START EXERCISE MATERIAL

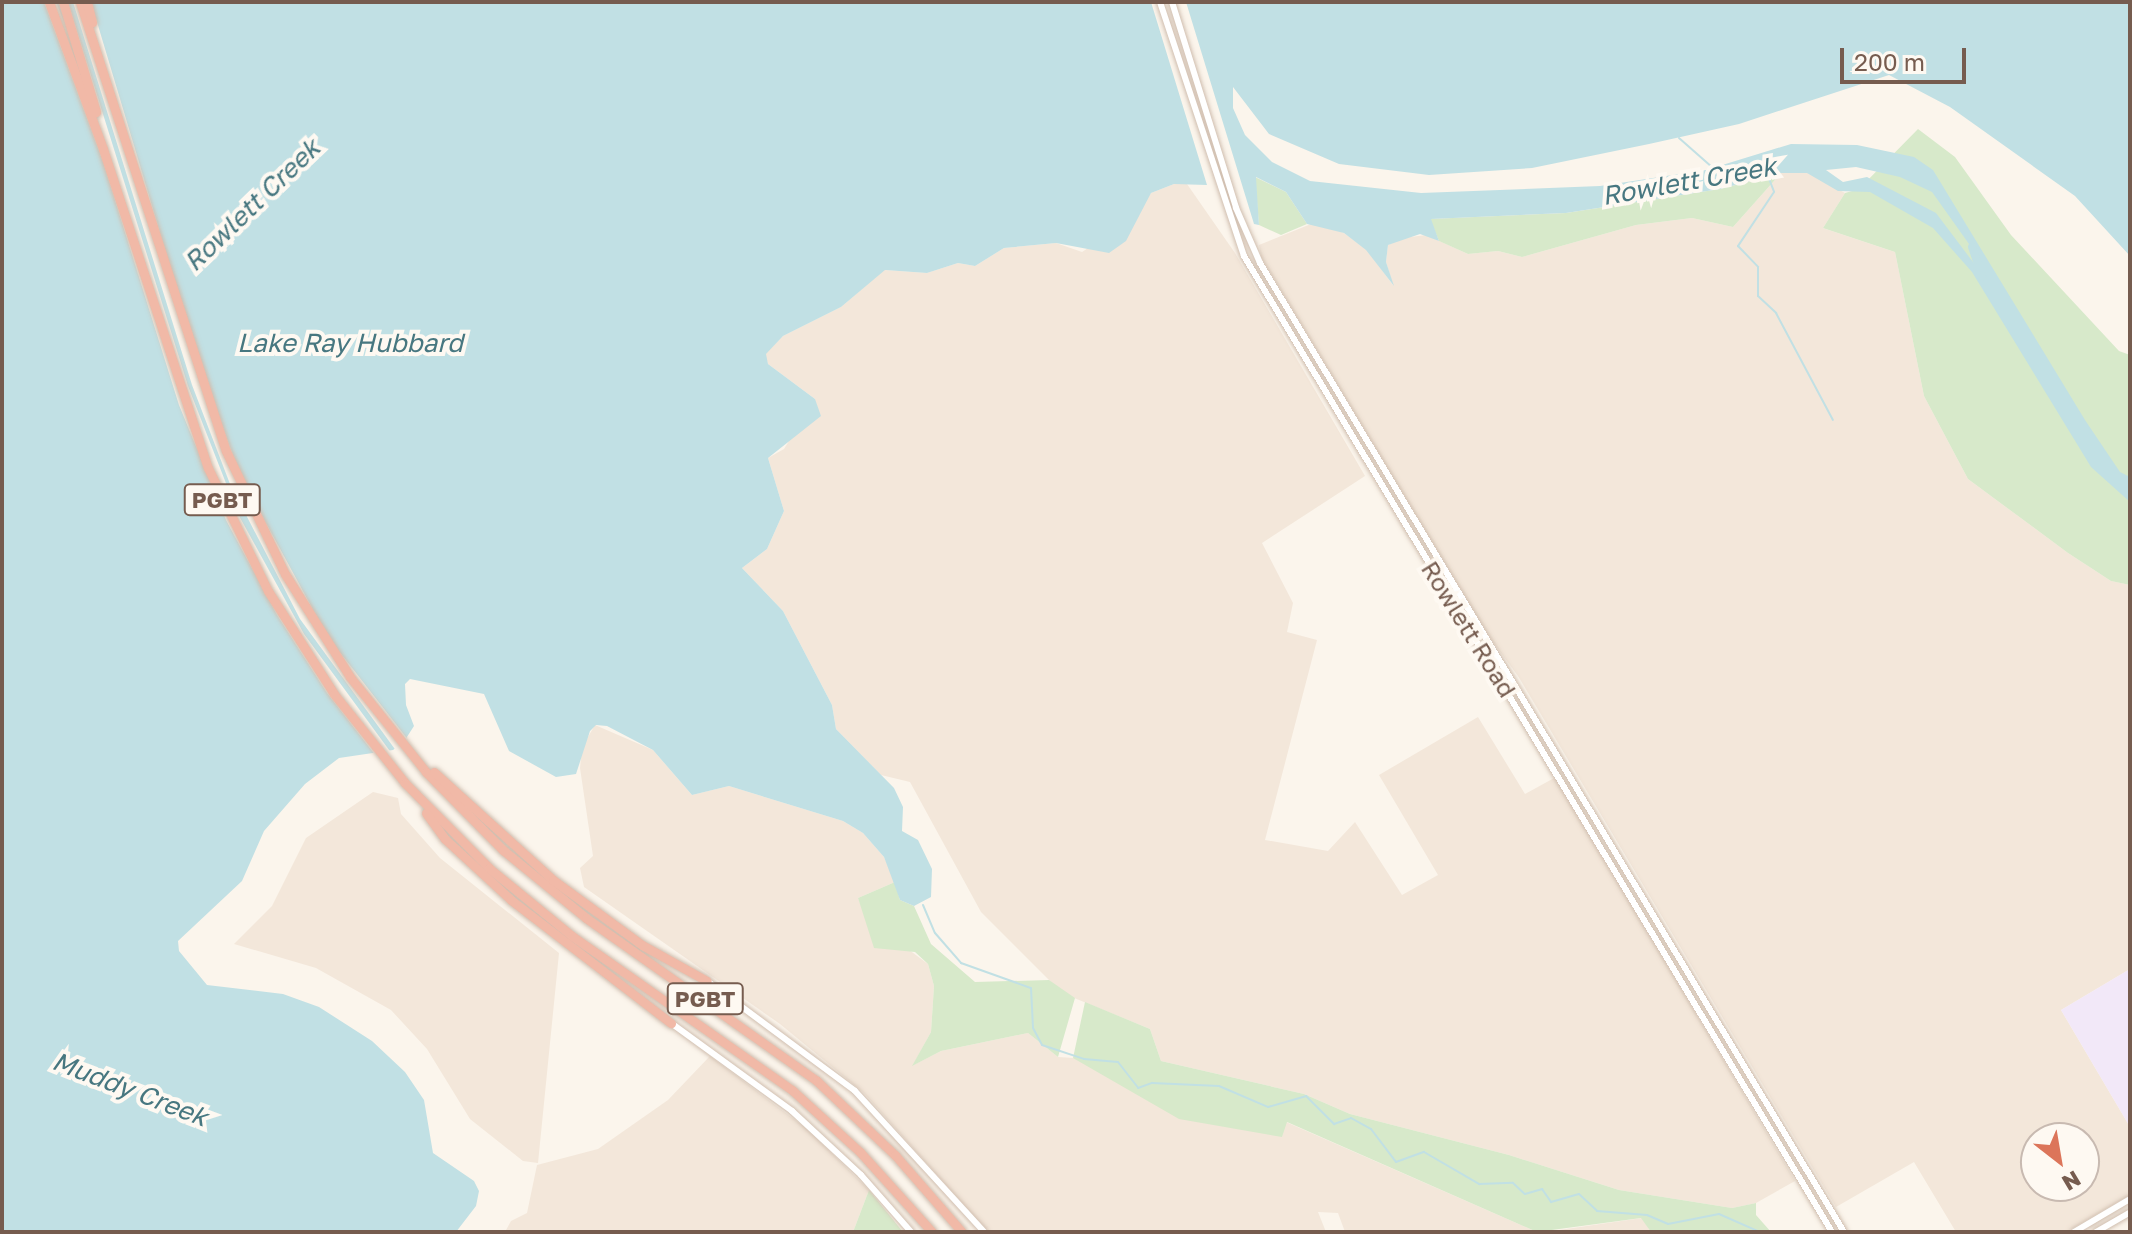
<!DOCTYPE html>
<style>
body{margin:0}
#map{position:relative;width:2132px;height:1234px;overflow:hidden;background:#fbf5ec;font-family:"Golos Text",sans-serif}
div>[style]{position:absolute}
.residential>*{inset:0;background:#f3e7da}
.education>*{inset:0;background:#f2e8f8}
.green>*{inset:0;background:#d7e9ca}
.water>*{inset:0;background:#c1e0e4}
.pier>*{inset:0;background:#fbf5ec}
.stream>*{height:2px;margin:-1px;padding:0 1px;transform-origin:1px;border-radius:1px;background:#c1e0e4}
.river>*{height:8px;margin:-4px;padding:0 4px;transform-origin:4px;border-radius:4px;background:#c1e0e4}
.roads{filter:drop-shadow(0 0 2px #d0beaf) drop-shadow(0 0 2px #d0beaf)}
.secondary>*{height:6px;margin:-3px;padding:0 3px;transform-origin:3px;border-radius:3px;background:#fff}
.motorway>*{height:9px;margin:-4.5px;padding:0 4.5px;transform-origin:4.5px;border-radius:4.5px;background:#f1b9a7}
span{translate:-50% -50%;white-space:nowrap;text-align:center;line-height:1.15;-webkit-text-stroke:8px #fef9f2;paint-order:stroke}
.shield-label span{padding:2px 6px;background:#fef9f2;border:2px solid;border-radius:6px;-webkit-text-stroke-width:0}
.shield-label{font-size:22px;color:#765c4f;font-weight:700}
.street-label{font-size:24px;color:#765c4f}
.water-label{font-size:26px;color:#477780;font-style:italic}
.frame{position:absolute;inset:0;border:4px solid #765c4f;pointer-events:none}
.north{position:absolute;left:2020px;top:1122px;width:80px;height:80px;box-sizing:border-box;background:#fef9f2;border:2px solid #c8bab1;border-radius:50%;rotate:149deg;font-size:22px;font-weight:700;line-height:32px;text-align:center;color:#765c4f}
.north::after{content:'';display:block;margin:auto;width:28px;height:36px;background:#dc755a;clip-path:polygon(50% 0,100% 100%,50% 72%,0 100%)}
.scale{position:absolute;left:1840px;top:48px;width:126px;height:36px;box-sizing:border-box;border:4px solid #765c4f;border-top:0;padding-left:10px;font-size:24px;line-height:28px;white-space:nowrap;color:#765c4f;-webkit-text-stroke:6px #fef9f2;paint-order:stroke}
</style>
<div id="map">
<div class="residential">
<div style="clip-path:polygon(evenodd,1781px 173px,1808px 173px,1845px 193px,1823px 228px,1895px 252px,1924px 396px,1968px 479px,2068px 553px,2111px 581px,2130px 585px,2130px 969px,2061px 1010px,2130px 1127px,2130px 1195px,2066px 1232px,1956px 1232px,1914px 1162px,1836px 1207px,1518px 676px,1490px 638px,1261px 257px,1259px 245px,1316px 222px,1344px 233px,1367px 250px,1393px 285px,1386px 262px,1388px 245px,1403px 238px,1426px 235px,1468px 254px,1498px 251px,1522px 257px,1636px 225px,1692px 218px,1733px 227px,1781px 173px,2036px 1138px,2084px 1138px,2084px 1186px,2036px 1186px,2036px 1138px)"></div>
<div style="clip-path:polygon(1174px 184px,1187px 184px,1235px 253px,1365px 476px,1262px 543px,1293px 603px,1287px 632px,1317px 640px,1265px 840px,1328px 851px,1355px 822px,1402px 895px,1438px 875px,1379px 775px,1478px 717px,1525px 794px,1556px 777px,1795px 1181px,1756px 1203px,1732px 1208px,1619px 1190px,1509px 1155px,1350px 1114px,1304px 1094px,1161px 1061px,1150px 1029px,1062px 993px,981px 912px,910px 782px,881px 775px,836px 729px,832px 705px,783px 611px,742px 568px,767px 549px,784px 511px,768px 458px,784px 449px,815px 399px,768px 364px,765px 354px,783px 336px,841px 307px,884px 270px,927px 273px,958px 263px,975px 266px,1004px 248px,1056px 243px,1082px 252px,1140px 214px,1142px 202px,1151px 193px)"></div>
<div style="clip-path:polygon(595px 725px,653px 750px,692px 795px,729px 786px,843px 821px,863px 833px,884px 857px,895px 882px,858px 898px,866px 918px,928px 964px,934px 986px,931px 1032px,913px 1065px,941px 1051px,1028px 1033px,1058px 1057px,1074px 1058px,1116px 1080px,1282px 1136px,1286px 1122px,1537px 1232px,1345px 1232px,1338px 1213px,1318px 1212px,1326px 1232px,988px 1232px,864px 1093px,780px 1024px,584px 887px,580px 868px,593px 856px,580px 768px,582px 747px)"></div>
<div style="clip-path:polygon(373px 792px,398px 798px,401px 814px,440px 858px,559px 953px,538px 1163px,523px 1161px,470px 1119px,427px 1049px,391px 1010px,316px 968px,234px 944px,272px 906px,306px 838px)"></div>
<div style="clip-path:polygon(710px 1056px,807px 1129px,869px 1190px,853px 1232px,505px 1232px,511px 1221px,527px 1213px,537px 1165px,598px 1149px,668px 1100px)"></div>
<div style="clip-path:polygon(1642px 1218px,1651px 1232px,1545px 1232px)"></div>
</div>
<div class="education">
<div style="clip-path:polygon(2130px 969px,2130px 1127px,2061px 1010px)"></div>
</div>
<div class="green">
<div style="clip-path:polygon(1918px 129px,1955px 157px,2011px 235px,2119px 351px,2130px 355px,2130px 585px,2111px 581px,2068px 553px,1968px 479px,1924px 396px,1895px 252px,1823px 228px,1845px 193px,1859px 189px)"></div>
<div style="clip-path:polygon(1781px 173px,1733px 227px,1692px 218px,1636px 225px,1522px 257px,1498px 251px,1468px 254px,1439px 241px,1430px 219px,1566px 213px,1720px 189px)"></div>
<div style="clip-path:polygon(1255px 177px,1286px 192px,1307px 224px,1281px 235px,1259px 225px)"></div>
<div style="clip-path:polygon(895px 882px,900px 900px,914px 906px,931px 944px,975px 982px,1049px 980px,1075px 998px,1058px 1057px,1028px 1033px,941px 1051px,912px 1066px,931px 1032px,934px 986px,928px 964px,915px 952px,874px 948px,858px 898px)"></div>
<div style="clip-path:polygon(1085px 1002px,1150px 1029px,1161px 1061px,1304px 1094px,1350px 1114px,1509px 1155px,1619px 1190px,1732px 1208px,1756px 1203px,1756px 1215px,1771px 1232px,1651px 1232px,1641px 1218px,1537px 1232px,1287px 1122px,1282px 1137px,1179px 1119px,1073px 1058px)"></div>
<div style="clip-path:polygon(869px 1190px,903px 1232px,853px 1232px)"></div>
</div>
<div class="water">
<div style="clip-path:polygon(2px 2px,1151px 2px,1207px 185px,1174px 184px,1151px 193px,1126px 241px,1109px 253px,1056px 243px,1004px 248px,975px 266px,958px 263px,927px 273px,885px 270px,841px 307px,783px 336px,766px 354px,768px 364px,815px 399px,821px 416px,768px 458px,784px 511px,767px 549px,742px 568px,783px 611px,832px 705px,836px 729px,894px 788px,903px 807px,902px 831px,918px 840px,932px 869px,931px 897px,914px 906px,900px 900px,884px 857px,863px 833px,843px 821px,729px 786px,692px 795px,653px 750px,607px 726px,596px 725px,590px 731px,576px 774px,556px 777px,509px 751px,484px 694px,410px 679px,405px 684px,406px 705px,414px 726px,405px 740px,393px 750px,339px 758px,305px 784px,264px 831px,242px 881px,178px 941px,179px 951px,207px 985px,283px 994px,319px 1007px,372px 1041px,405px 1072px,424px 1100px,433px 1153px,474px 1181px,479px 1191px,476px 1206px,456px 1232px,2px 1232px)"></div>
<div style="clip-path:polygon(evenodd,1186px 2px,2130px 2px,2130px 256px,2075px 196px,1950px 107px,1889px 75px,1739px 124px,1649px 144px,1532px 168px,1429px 175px,1339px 164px,1269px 134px,1233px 87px,1233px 108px,1245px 135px,1272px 162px,1310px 181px,1421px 193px,1600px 186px,1706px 170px,1791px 144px,1857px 145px,1914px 157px,1933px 170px,2085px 420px,2120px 472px,2130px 477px,2130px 502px,2091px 467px,1972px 272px,1933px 228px,1870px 192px,1838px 191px,1807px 173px,1781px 173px,1720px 189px,1566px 213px,1431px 219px,1439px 241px,1420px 234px,1388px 245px,1386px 262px,1394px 286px,1366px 250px,1344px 233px,1307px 224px,1286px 192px,1256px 177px,1259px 225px,1254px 224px,1186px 2px,1856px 167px,1900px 177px,1932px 192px,1979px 258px,1979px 270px,1936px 213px,1867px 177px,1843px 182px,1826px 170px,1856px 167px)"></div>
</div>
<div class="pier">
<div style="clip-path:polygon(44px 2px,56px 2px,66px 27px,59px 2px,68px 2px,188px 386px,238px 514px,304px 634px,392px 754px,376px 756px,327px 693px,277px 615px,226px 520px,179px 405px,103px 162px)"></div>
<div style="clip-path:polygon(73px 2px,91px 2px,200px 366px,242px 479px,328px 637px,409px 741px,397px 752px,300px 619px,230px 484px,192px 385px)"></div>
</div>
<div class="stream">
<div style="left:1679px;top:138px;width:45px;rotate:41.4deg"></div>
<div style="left:1768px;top:176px;width:17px;rotate:69deg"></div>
<div style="left:1774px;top:192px;width:65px;rotate:123.7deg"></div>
<div style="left:1738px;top:246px;width:29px;rotate:46deg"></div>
<div style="left:1758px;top:267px;width:29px;rotate:90deg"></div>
<div style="left:1758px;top:296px;width:25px;rotate:43deg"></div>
<div style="left:1776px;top:313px;width:121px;rotate:62deg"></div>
<div style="left:923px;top:905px;width:30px;rotate:67deg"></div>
<div style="left:935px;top:933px;width:40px;rotate:49deg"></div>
<div style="left:961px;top:963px;width:74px;rotate:19.7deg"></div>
<div style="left:1031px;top:988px;width:40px;rotate:87.1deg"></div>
<div style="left:1033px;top:1028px;width:19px;rotate:62deg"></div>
<div style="left:1042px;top:1045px;width:44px;rotate:18.4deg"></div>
<div style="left:1084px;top:1059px;width:34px;rotate:5deg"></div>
<div style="left:1118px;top:1062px;width:33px;rotate:52deg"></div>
<div style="left:1138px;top:1088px;width:15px;rotate:-20deg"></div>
<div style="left:1152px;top:1083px;width:67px;rotate:2.6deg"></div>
<div style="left:1219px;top:1086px;width:53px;rotate:23.2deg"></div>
<div style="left:1268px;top:1107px;width:40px;rotate:-16deg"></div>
<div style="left:1306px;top:1096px;width:40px;rotate:45deg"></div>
<div style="left:1334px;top:1124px;width:18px;rotate:-19deg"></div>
<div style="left:1351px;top:1118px;width:23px;rotate:29deg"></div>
<div style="left:1371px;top:1129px;width:41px;rotate:52.9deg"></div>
<div style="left:1396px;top:1162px;width:30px;rotate:-20deg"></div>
<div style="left:1424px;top:1152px;width:64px;rotate:30.2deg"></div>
<div style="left:1479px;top:1184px;width:34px;rotate:-2deg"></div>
<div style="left:1513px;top:1183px;width:16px;rotate:43deg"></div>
<div style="left:1525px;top:1194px;width:18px;rotate:-16deg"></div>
<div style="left:1542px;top:1189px;width:16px;rotate:55deg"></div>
<div style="left:1551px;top:1202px;width:29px;rotate:-16deg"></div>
<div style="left:1579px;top:1194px;width:25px;rotate:43deg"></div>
<div style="left:1597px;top:1211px;width:50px;rotate:4.6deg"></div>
<div style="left:1647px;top:1215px;width:23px;rotate:23deg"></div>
<div style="left:1668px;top:1224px;width:52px;rotate:-11.1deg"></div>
<div style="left:1719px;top:1214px;width:45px;rotate:23.7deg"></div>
</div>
<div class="river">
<div style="left:1972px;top:247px;width:31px;rotate:71deg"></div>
</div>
<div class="roads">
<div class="secondary">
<div style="left:1160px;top:2px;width:268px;rotate:71.7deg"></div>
<div style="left:1244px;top:256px;width:1139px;rotate:58.93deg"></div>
<div style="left:1172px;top:2px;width:216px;rotate:72.7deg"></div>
<div style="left:1236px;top:208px;width:60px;rotate:66.4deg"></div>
<div style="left:1260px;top:263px;width:1131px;rotate:58.92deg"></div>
<div style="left:707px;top:981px;width:184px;rotate:36.6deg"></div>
<div style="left:855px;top:1091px;width:191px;rotate:47.5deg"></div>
<div style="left:671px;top:1023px;width:150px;rotate:36deg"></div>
<div style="left:792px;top:1111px;width:94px;rotate:42.8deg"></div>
<div style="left:861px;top:1175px;width:76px;rotate:48.7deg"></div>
<div style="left:2074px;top:1232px;width:65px;rotate:-30.5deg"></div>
<div style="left:2096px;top:1232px;width:39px;rotate:-30deg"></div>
</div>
<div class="motorway">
<div style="left:49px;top:2px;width:157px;rotate:69.8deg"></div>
<div style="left:103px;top:149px;width:336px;rotate:71.8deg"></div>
<div style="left:208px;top:468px;width:137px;rotate:64deg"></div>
<div style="left:268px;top:591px;width:122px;rotate:57.3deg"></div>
<div style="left:334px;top:694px;width:114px;rotate:51.4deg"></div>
<div style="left:405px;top:783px;width:120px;rotate:45.3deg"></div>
<div style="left:489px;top:868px;width:107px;rotate:39.3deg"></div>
<div style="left:572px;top:936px;width:269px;rotate:35deg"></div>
<div style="left:792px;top:1090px;width:92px;rotate:42.4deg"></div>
<div style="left:860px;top:1152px;width:108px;rotate:48deg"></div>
<div style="left:63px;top:2px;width:115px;rotate:73.3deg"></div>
<div style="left:80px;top:2px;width:472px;rotate:72deg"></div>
<div style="left:226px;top:451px;width:136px;rotate:64.4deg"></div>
<div style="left:285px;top:574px;width:122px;rotate:57.7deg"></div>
<div style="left:350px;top:677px;width:122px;rotate:51.3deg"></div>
<div style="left:426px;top:772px;width:110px;rotate:45.4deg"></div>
<div style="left:503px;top:850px;width:107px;rotate:39.3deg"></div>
<div style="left:586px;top:918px;width:283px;rotate:35.2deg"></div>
<div style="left:817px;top:1081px;width:108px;rotate:43.5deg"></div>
<div style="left:895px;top:1155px;width:102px;rotate:49deg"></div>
<div style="left:87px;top:2px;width:21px;rotate:76deg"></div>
<div style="left:434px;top:772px;width:161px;rotate:42.2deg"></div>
<div style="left:553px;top:880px;width:110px;rotate:36.1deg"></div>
<div style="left:642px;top:945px;width:74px;rotate:29deg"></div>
<div style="left:426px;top:813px;width:32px;rotate:54deg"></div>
<div style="left:445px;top:839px;width:90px;rotate:42.7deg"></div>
<div style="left:511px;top:900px;width:202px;rotate:37.6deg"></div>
</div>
</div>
<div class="shield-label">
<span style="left:222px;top:500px">PGBT</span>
<span style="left:705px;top:999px">PGBT</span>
</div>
<div class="street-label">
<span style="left:1469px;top:629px;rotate:58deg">Rowlett Road</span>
</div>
<div class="water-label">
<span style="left:1689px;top:181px;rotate:-10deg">Rowlett Creek</span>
<span style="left:252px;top:205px;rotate:-44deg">Rowlett Creek</span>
<span style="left:350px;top:343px">Lake Ray Hubbard</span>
<span style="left:130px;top:1089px;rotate:21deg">Muddy Creek</span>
</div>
<div class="frame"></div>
<div class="north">N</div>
<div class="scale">200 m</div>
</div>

END EXERCISE MATERIAL

Retype the records above word for word, from their first line through the line containing "2px #d0beaf) drop-shadow(0", and leave out every picture.

## EXERCISE ANSWER
<!DOCTYPE html>
<style>
body{margin:0}
#map{position:relative;width:2132px;height:1234px;overflow:hidden;background:#fbf5ec;font-family:"Golos Text",sans-serif}
div>[style]{position:absolute}
.residential>*{inset:0;background:#f3e7da}
.education>*{inset:0;background:#f2e8f8}
.green>*{inset:0;background:#d7e9ca}
.water>*{inset:0;background:#c1e0e4}
.pier>*{inset:0;background:#fbf5ec}
.stream>*{height:2px;margin:-1px;padding:0 1px;transform-origin:1px;border-radius:1px;background:#c1e0e4}
.river>*{height:8px;margin:-4px;padding:0 4px;transform-origin:4px;border-radius:4px;background:#c1e0e4}
.roads{filter:drop-shadow(0 0 2px #d0beaf) drop-shadow(0 0 2px #d0beaf)}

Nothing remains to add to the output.